Each 5ft long, the cannon were found by the US Army Corps of Engineers, which is undertaking a project to expand the city’s harbour.
Three further cannon, plus fragments of a fourth, had been found in the same area last year.
In 1778, during the American Revolutionary War, British forces captured the city of Savannah but were forced to defend it a year later. HMS Rose, then one of the most formidable ships in the Royal Navy, was brought in to assist the city’s defence.
As part of their attempt to prevent the French from joining the American siege of the city, on 19 September 1779 the British scuttled Rose. They eventually won the battle and remained in control of Savannah until almost the end of the war.
Archaeologists and historians from the Royal Navy initially believed the cannon were from HMS Rose. However, the ship was actually sunk further upstream, and its artillery removed beforehand. The cannon are therefore more likely to have been on board two armed merchant vessels, Venus and Savannah, which were scuttled as part of the same strategy.
The suggestion that the cannon originate from CSS Georgia, a Confederate ship that defended the city during the Civil War of 1861-1865, has been ruled out. This is despite Georgia having been stationed in the vicinity of Old Fort Jackson, where the cannon were recently uncovered.

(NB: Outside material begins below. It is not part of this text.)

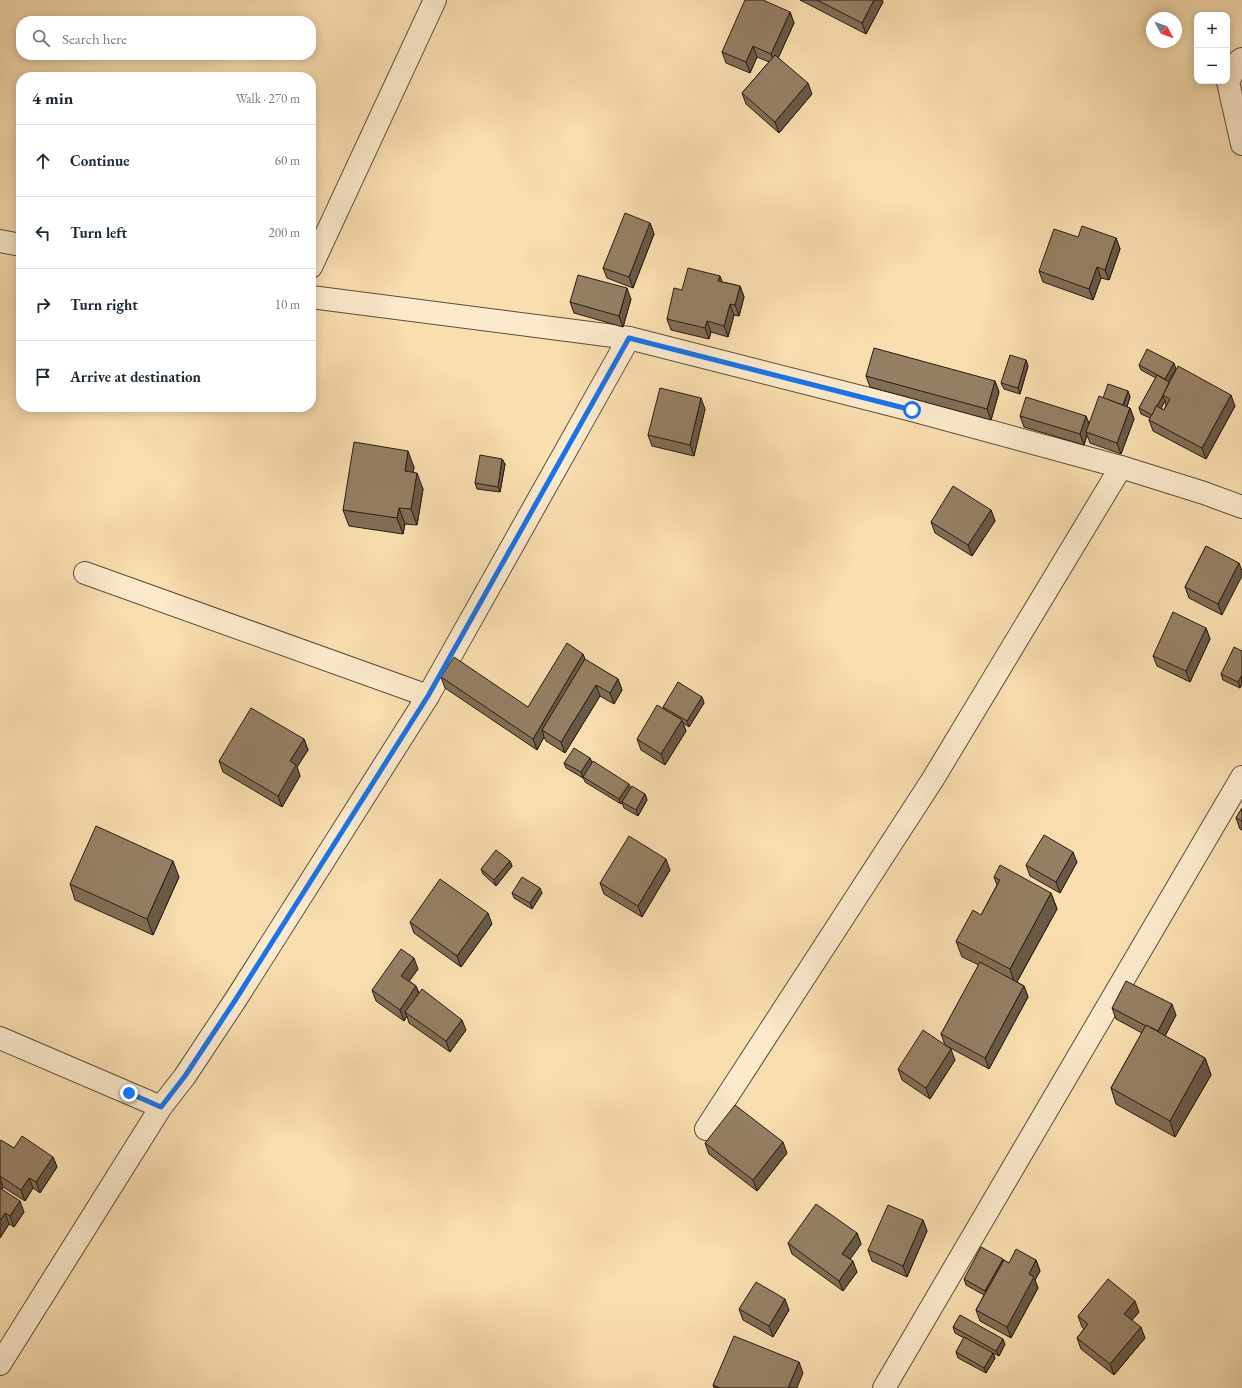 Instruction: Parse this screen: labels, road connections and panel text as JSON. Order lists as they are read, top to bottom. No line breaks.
{"north":"bottom right","page":{"map_buttons":["+","−"],"search":"Search here","heading":["4 min","Walk · 270 m"],"list":[["Continue","60 m"],["Turn left","200 m"],["Turn right","10 m"],"Arrive at destination"]}}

The Corps faced a daily struggle against tides and currents in January this year, as they placed slings under the guns and used inflatable bags to lift them free of the mud.
Anchors, bar shot (a munition designed to destroy rigging that was used in the Revolutionary Wars), and ‘cribs’ (underwater obstruction devices dating from the Civil War) were also identified in the area.
The finds will now be analysed, before being exhibited in the city, as work continues to deepen the harbour by several feet in order for it to accommodate modern super-tankers.
‘I think it’s fantastic and interesting when artefacts from maritime history come to light,’ Commander Jim Morley, the UK’s assistant naval attaché in Washington told CNN last year.